“Are you Indonesia?”
Seorang pria menyapa dua wanita di salah satu sudut Pulau Sentosa, Singapura, dengan tatapan penuh harap. Kedua wanita itu sedang berbincang dalam bahasa Betawi.
“Yes, we are!” Spontan keduanya menjawab.
“Sama dong!”
Mereka sama-sama menyalahkan, “sudah tahu orang Indonesia, pakai bahasa Indonesia, masih nanya? Pakai bahasa Inggris pula!”
Lalu mereka padu, berdialog dalam bahasa yang sama, elo-gue. Mereka berjalan beriringan, bercerita, berkeluh kesah.
Belasan tahun berlalu. Perjalanan itu pun mengantarkan mereka ke kampung halamannya. Dan, mereka masih melanjutkan pembicaraan dengan bahasa, bukan bahasa ibu mereka. Juga dengan orang lain. Di lingkungan keluarga, pergaulan, tetangga, dan pekerjaan. Tak apa menggunakan bahasa Inggris ala Tukul di Empat Mata.
“Ini tuntutan globalisasi, bung!”
Nama perusahaan tempat mereka bekerja tidak terkesan mentereng kalau tidak ada embel-embel asing, meski akhirnya disingkat juga agar mudah diingat. Perusahaan besar yang dulu dipaksa Joop Ave, menteri Pariwisata era Soeharto, untuk menggunakan Bahasa akhirnya kembali lagi. Kalau tidak berganti nama, ia berganti pemilik. Nama asing, dan dimiliki orang asing.

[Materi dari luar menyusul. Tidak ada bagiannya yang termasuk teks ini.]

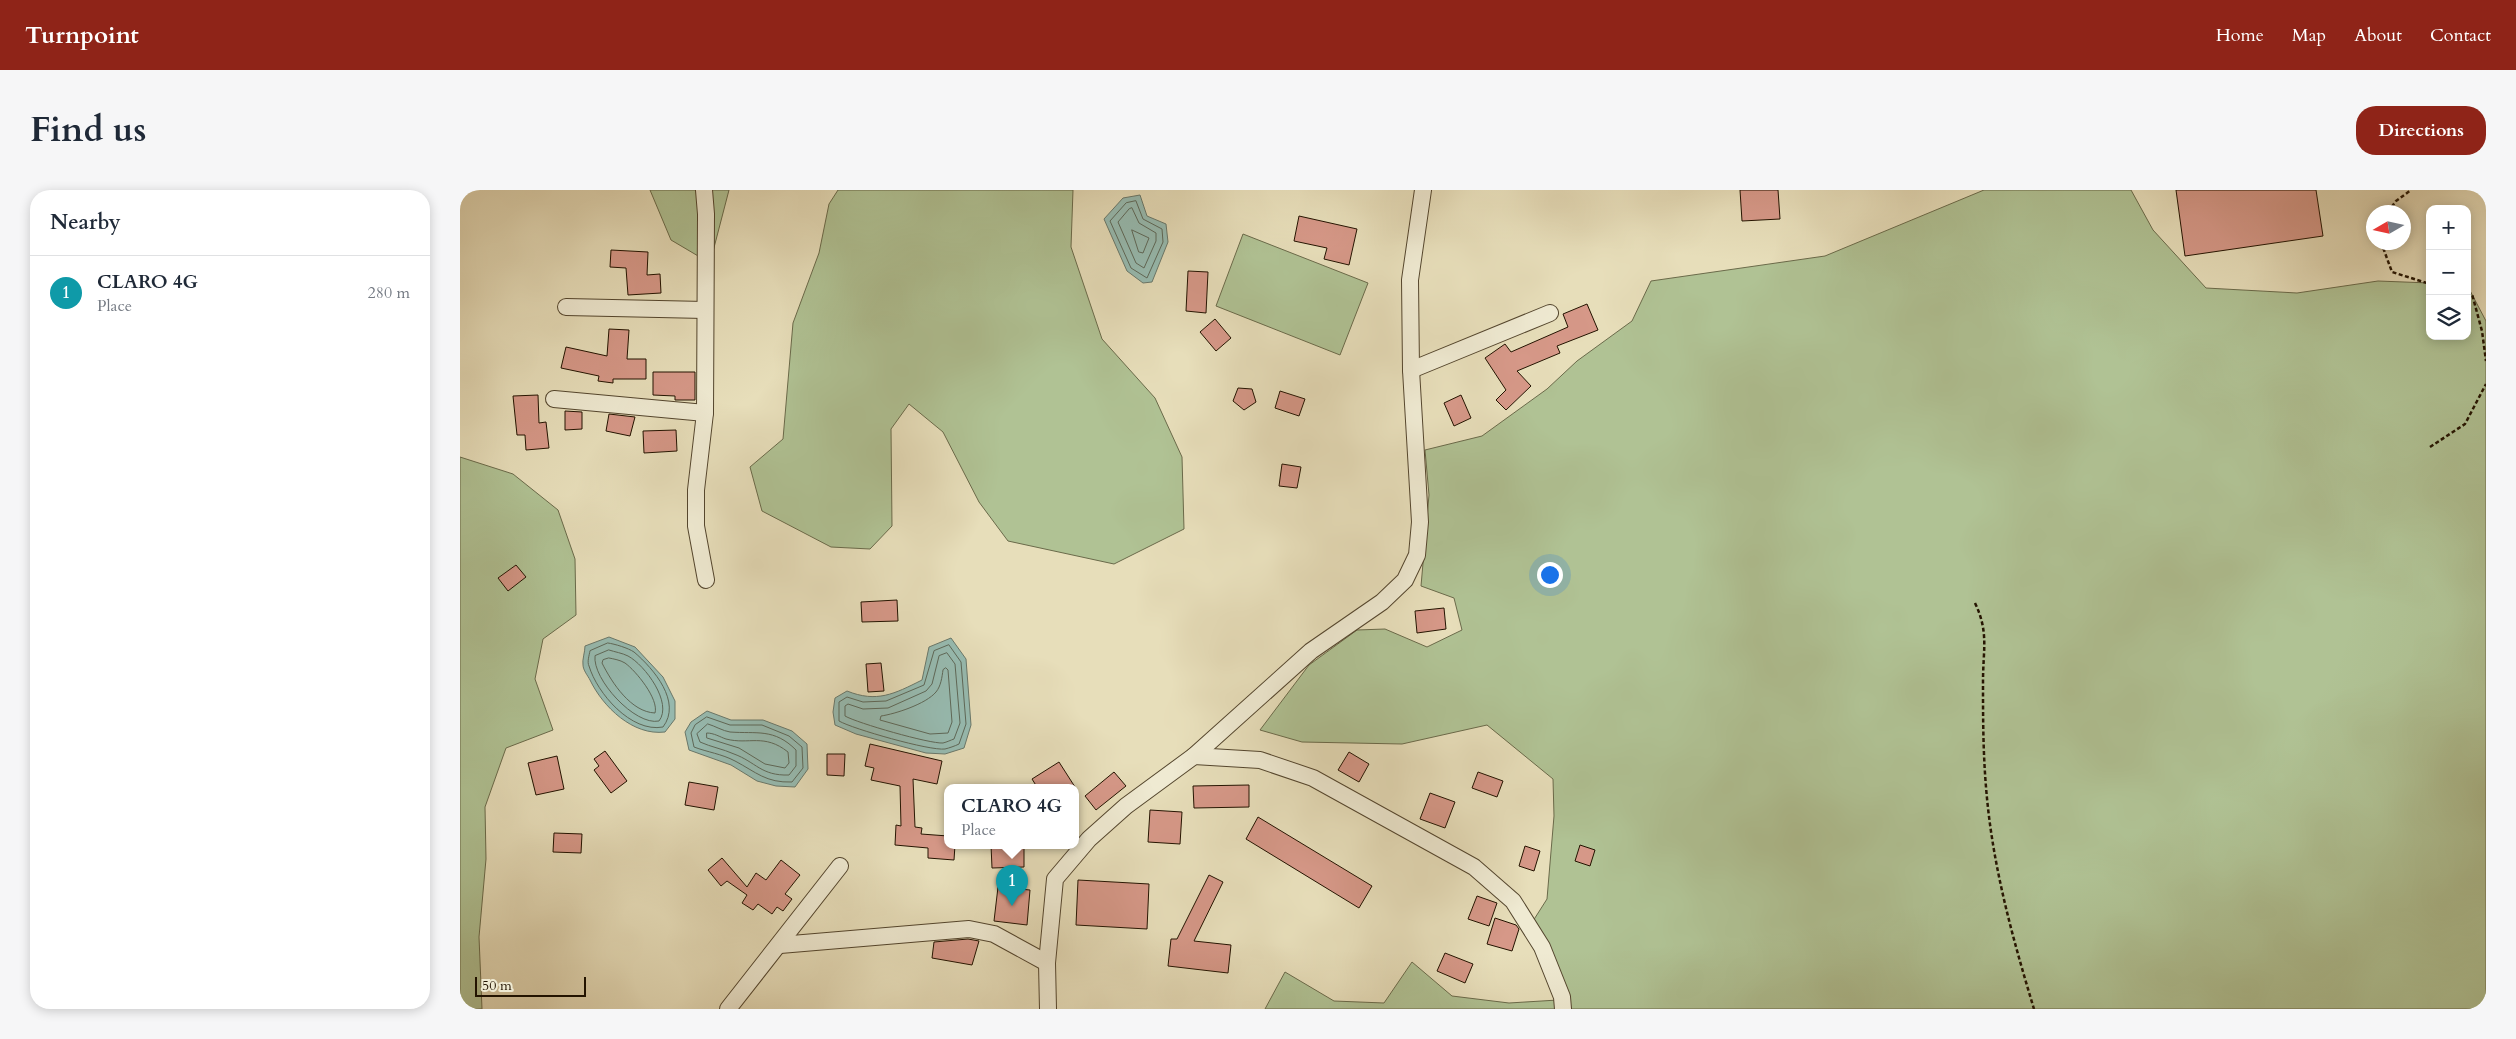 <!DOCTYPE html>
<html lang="en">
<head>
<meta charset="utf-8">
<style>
	:root { --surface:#fff; --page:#f6f6f7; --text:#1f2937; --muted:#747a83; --line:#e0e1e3; --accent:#8f2418 }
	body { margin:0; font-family:Cardo,serif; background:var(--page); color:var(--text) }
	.controls { position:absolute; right:15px; top:15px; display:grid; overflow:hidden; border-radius:10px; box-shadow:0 2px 12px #0003 }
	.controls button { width:45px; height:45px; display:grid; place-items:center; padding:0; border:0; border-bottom:1px solid var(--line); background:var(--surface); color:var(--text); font:25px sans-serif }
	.compass { position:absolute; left:1906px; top:15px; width:45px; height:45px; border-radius:50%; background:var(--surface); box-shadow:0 2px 12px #0003; rotate:261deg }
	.scale { position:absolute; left:15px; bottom:12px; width:111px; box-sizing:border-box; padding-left:5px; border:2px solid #231300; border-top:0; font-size:14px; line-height:18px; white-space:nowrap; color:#231300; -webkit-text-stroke:4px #efead2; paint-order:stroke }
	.you { position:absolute; left:1089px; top:384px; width:18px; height:18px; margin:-12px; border:4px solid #fff; border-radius:50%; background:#1a73e8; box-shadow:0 0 0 8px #1a73e833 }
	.badge { display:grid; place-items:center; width:32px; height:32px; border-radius:50%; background:var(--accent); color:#fff; font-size:16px; font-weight:700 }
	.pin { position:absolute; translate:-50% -41px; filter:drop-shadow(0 1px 2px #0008) }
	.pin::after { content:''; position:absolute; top:26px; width:18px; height:15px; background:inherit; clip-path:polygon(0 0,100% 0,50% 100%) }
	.popup { position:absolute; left:484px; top:594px; width:135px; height:65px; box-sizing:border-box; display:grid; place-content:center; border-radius:10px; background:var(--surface); filter:drop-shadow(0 1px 4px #0005); font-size:16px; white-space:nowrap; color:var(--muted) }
	.popup b { font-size:19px; color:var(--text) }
	.popup::after { content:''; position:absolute; left:50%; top:100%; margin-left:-10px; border:10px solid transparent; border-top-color:var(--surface) }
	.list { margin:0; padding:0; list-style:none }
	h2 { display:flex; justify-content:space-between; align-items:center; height:65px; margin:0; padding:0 20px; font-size:21px }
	h2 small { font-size:16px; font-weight:400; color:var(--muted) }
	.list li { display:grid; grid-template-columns:32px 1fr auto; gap:15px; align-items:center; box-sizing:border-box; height:75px; padding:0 20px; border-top:1px solid var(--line) }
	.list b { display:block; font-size:19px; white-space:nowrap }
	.list p { margin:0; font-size:16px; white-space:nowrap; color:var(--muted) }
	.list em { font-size:16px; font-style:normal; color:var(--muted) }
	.icon { flex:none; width:28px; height:28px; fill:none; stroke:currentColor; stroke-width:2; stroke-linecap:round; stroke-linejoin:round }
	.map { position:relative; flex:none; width:2026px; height:819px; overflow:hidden; border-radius:20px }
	header { display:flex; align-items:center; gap:30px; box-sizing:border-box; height:70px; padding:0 25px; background:var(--accent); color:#fff }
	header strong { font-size:24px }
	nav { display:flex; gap:28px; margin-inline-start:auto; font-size:18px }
	.intro { display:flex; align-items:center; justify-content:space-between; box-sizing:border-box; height:120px; padding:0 30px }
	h1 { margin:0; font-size:35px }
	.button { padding:12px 22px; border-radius:20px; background:var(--accent); color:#fff; font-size:18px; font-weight:700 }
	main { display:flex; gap:30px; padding:0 30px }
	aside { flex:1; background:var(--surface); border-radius:20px; box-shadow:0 2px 12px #0003 }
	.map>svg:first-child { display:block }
</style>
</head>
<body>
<header>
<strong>Turnpoint</strong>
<nav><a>Home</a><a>Map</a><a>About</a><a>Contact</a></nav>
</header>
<div class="intro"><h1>Find us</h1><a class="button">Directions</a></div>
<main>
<aside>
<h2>Nearby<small></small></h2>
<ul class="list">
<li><span class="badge" style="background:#0f9aa8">1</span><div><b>CLARO 4G</b><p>Place</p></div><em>280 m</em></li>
</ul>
</aside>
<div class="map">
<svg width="2026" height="819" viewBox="0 0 2026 819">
	<rect width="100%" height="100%" fill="#e7deba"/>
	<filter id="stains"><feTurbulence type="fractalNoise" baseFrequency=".004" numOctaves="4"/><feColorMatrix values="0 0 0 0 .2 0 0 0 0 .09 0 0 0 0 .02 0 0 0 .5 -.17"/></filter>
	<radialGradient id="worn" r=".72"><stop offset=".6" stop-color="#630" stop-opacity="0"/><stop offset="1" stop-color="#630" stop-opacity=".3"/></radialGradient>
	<g fill="#b0c294" stroke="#6a6a4a">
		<path d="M 190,0 L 269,0 L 250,73 L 211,50 Z"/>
		<path d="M 378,0 L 613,0 L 611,57 L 642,149 L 695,208 L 722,267 L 724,339 L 654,374 L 548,351 L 519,312 L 483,242 L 449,214 L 431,239 L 432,336 L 410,359 L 371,357 L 302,321 L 290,277 L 323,249 L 333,133 L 359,63 L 369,14 Z"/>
		<path d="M 1524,0 L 1671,0 L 1693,40 L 1746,98 L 1837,103 L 1918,91 L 1970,93 L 1970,146 L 2007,146 L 2007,95 L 2026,131 L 2026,819 L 805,819 L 825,782 L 874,811 L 924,813 L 952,772 L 992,806 L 1049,813 L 1098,810 L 1066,742 L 1087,709 L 1094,626 L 1093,589 L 1027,535 L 942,554 L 842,552 L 800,540 L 849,475 L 897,440 L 925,439 L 967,457 L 1002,440 L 994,408 L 961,396 L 969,305 L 965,260 L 1022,246 L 1087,199 L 1117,171 L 1172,131 L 1191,91 L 1365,66 Z"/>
		<path d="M 783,44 L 908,93 L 880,165 L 756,116 Z"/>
		<path d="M 0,267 L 53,284 L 98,320 L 115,369 L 116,425 L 83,449 L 75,489 L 93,540 L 46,558 L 25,617 L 26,669 L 19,747 L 22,819 L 0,819 Z"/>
	</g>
	<g fill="#97bcb2" stroke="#69786b">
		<path d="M 680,5 L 687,26 L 706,34 L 708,52 L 692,92 L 683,93 L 667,81 L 644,29 L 663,8 Z"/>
		<path d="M 149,447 L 175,457 L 203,487 L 215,511 L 215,529 L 205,542 C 173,546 143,517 130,490 C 128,486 123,480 123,475 C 122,470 125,462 125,456 Z"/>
		<path d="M 491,448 L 506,469 L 511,535 L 504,558 L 485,564 L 466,563 L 396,544 L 375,535 L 373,522 L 375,508 L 387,501 C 417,513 434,504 462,490 L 469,457 Z"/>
		<path d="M 247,521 L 271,530 L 303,530 L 332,541 L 347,554 L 348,579 L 335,597 L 316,596 L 297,591 L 271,575 L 229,560 L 225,542 L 231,532 Z"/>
	</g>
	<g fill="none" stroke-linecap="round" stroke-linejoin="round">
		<g stroke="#5d6859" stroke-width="1">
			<path d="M 676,11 L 683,29 L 702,39 L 703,52 L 687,88 L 671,78 L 650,31 L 666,13 Z"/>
			<path d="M 672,18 L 679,33 L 696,43 L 696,51 L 684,78 L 676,73 L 658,32 L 669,19 Z"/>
			<path d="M 672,40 L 689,48 L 683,63 L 679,62 Z"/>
			<path d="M 148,453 C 155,454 168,458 174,462 C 194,479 222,512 203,537 C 171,543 137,503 129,476 C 127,472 129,466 130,461 Z"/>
			<path d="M 489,455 L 501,472 L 506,534 L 499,554 C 495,556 489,558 485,559 C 470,561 393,539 379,531 L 379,512 L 387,507 L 403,512 L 426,511 L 464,495 L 474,461 Z"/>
			<path d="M 149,460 C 155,462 162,463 168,466 C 185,475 213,513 199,531 C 175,536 132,489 135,466 Z"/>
			<path d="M 487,463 L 495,474 L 500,533 L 494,549 C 491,550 487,552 483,553 C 470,554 397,533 385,526 L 385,516 L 388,514 L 403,519 L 428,518 L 466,501 L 472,494 L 479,466 Z"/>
			<path d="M 149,468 C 154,469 160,470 165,473 C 176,481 199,509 195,523 C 171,522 152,493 142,473 L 143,470 Z"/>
			<path d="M 486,478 L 488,480 L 492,532 L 488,543 L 470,544 L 420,530 L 421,526 C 435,524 466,514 476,502 C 481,496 482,487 483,480 Z"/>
			<path d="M 247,527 L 270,535 L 302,535 L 329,546 L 342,557 L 343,578 L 332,592 C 306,593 296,582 275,571 C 262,564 247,562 234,557 L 231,543 L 235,535 Z"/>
			<path d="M 248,534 C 255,536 263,541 270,542 C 297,544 314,538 336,560 L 336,576 L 329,585 C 301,586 296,572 274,564 C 263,559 251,557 240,552 L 237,544 Z"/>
			<path d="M 247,543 C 254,543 260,547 266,549 C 289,555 304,543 328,562 L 329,573 L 325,578 L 305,574 L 279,558 L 247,548 Z"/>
		</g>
	</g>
	<g fill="#d69888" stroke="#231300">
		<path d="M 1280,0 L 1318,0 L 1320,29 L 1282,31 Z"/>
		<path d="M 1716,0 L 1856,0 L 1863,46 L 1725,66 Z"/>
		<path d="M 839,26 L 897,39 L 889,75 L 864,69 L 867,58 L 834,51 Z"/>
		<path d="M 151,60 L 188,62 L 187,85 L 200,84 L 201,103 L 168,105 L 166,78 L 150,77 Z"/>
		<path d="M 728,81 L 748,82 L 746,123 L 726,121 Z"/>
		<path d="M 1127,114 L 1138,140 L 1097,156 L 1100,163 L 1057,181 L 1071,196 L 1046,220 L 1036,210 L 1046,200 L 1025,168 L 1045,154 L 1051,162 L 1108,137 L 1103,124 Z"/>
		<path d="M 755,129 L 771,148 L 756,161 L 740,142 Z"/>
		<path d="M 149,139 L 169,140 L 167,169 L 186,169 L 186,189 L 153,189 L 153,193 L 138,191 L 139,186 L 101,178 L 106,157 L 147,166 Z"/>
		<path d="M 193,182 L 235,182 L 235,210 L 215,210 L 215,206 L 193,205 Z"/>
		<path d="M 778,198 L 792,199 L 796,212 L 784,220 L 773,211 Z"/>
		<path d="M 820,201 L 845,209 L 839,226 L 815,218 Z"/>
		<path d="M 78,205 L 79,233 L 86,232 L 89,258 L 66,260 L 65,245 L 57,245 L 53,206 Z"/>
		<path d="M 1001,205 L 1011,228 L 994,236 L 984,213 Z"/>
		<path d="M 105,221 L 122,222 L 122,239 L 105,240 Z"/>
		<path d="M 149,224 L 175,227 L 170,246 L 146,241 Z"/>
		<path d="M 216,240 L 217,261 L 184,263 L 183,241 Z"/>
		<path d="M 822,274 L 841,277 L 837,298 L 819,296 Z"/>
		<path d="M 56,375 L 66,387 L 48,401 L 38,388 Z"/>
		<path d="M 437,410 L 438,431 L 402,432 L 401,412 Z"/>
		<path d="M 984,418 L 986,439 L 957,443 L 955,421 Z"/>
		<path d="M 421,473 L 424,501 L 408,502 L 406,474 Z"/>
		<path d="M 410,554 L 482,571 L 477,594 L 453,589 L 455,637 L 462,638 L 461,644 L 488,646 L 488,655 L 495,655 L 494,670 L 468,668 L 468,658 L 435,655 L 436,635 L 441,636 L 440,596 L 411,590 L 414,578 L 405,576 Z"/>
		<path d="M 145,561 L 167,591 L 151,603 L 134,580 L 139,576 L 134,569 Z"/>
		<path d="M 889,562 L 909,574 L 899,592 L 878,580 Z"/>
		<path d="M 367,564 L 385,564 L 384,586 L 367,585 Z"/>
		<path d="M 97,566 L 104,599 L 76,605 L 68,573 Z"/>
		<path d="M 599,572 L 615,597 L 577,597 L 572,589 Z"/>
		<path d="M 654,582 L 666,596 L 636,620 L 625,606 Z"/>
		<path d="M 1018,582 L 1043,591 L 1037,607 L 1012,598 Z"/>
		<path d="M 229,592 L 258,597 L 254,620 L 225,615 Z"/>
		<path d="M 789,595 L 789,617 L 734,618 L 733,596 Z"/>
		<path d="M 970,603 L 995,612 L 985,638 L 960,629 Z"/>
		<path d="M 690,620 L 722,622 L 720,654 L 688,652 Z"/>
		<path d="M 798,627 L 912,696 L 899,718 L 786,649 Z"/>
		<path d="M 94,643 L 122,644 L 121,663 L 93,662 Z"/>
		<path d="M 531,655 L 564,655 L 564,677 L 532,678 Z"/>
		<path d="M 1120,655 L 1135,660 L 1130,676 L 1115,671 Z"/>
		<path d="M 1065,656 L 1080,661 L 1074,681 L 1059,676 Z"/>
		<path d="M 262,668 L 287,697 L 296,683 L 306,690 L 321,670 L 340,685 L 325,704 L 332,709 L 323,721 L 317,717 L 312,724 L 298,714 L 293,720 L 282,713 L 287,705 L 267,691 L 261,696 L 248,680 Z"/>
		<path d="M 749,685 L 763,692 L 734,751 L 771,755 L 768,783 L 708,776 L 711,749 L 717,749 Z"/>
		<path d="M 618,690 L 689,694 L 687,739 L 616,735 Z"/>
		<path d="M 538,697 L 570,700 L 567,735 L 534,731 Z"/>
		<path d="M 1017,706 L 1037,713 L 1029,736 L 1008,729 Z"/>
		<path d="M 1035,728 L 1056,735 L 1059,739 L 1052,761 L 1027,754 Z"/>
		<path d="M 508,749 L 519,751 L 512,775 L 472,768 L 474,752 Z"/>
		<path d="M 985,763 L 1013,774 L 1005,793 L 977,781 Z"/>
	</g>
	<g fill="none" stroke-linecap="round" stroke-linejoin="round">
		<g stroke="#54462e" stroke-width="18">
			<g id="minor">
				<path d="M 244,0 L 246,24 L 245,223 L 236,300 L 236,336 L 246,390"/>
				<path d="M 106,117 L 245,120"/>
				<path d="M 951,180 L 1090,123"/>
				<path d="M 94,209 L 245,223"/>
				<path d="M 734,566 L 800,570 L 853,588 L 1014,677 L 1053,711 L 1082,757 L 1102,807 L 1103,819"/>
				<path d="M 320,755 L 509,739 L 534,744 L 587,773"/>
				<path d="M 268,819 L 380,676"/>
				<path d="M 588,819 L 587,773 L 595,689 L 629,649 L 666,616 L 734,566 L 851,461 L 922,412 L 945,390 L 957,365 L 960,332 L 951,180 L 950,90 L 963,0"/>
			</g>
		</g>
		<g stroke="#231300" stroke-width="2.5" stroke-dasharray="4 2.5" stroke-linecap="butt">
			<path d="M 1928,22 L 1936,11 L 1951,0"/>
			<path d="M 1921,52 L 1932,82 L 1970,94"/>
			<path d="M 2007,103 L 2012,104 L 2022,141 L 2026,171"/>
			<path d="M 1970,257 L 2005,234 L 2026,194"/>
			<path d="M 1515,413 C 1529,442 1523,460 1523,491 C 1523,526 1523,561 1526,597 C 1532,674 1552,746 1574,819"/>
		</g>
		<use href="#minor" stroke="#efead2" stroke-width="16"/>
	</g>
	<rect width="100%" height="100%" filter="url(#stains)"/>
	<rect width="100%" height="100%" fill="url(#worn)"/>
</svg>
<div class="controls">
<button>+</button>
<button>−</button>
<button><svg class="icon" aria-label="layers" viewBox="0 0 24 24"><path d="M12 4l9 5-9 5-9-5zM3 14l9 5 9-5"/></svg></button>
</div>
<svg class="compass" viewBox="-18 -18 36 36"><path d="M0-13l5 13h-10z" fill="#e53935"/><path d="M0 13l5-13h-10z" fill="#747a83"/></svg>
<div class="scale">50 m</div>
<div class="you"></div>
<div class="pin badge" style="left:552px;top:716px;background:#0f9aa8">1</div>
<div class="popup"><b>CLARO 4G</b>Place</div>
</div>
</main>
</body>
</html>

Bank-bank yang dulu membanggakan, kini telah milik asing. BCA, Danamon, Niaga, Lippo, BII, Panin, NISP.... Perusahaan telekomunikasi, Indosat, Telkomsel, Exelcomindo.... Perusahaan ritel juga, kecuali Grup Matahari. Usaha tambang, minyak dan gas, jangan ditanya. Negeri ini tengah menyiapkan menggelar karpet merah dalam bentuk aturan atau kebijakan bagi masuknya investasi asing.
Juga bidang-bidang lain, seperti manufaktur semen, tekstil dan produk tekstil. Serta jasa-jasa. Mulai dari perkapalan, teknologi informasi, dan di pasar modal. Ada kekompakan di antara orang-orang pemegang kebijakan dan stafnya, serta para wakil rakyat di DPR untuk ‘membiarkan’ dan menggelarkan karpet Istambul --UU Penanaman Modal, UU Perpajakan, dan UU Ketenagakerjaan, UU Migas, Minerba-- untuk tuan-tuan dari negeri seberang bisa ngerumpi asyik di beranda rumah sambil minum teh, kopi atau susu sambil mencicipi masakan khas Indonesia dan keramahtamahannya. Seolah rumah ini milik mereka, mereka yang atur.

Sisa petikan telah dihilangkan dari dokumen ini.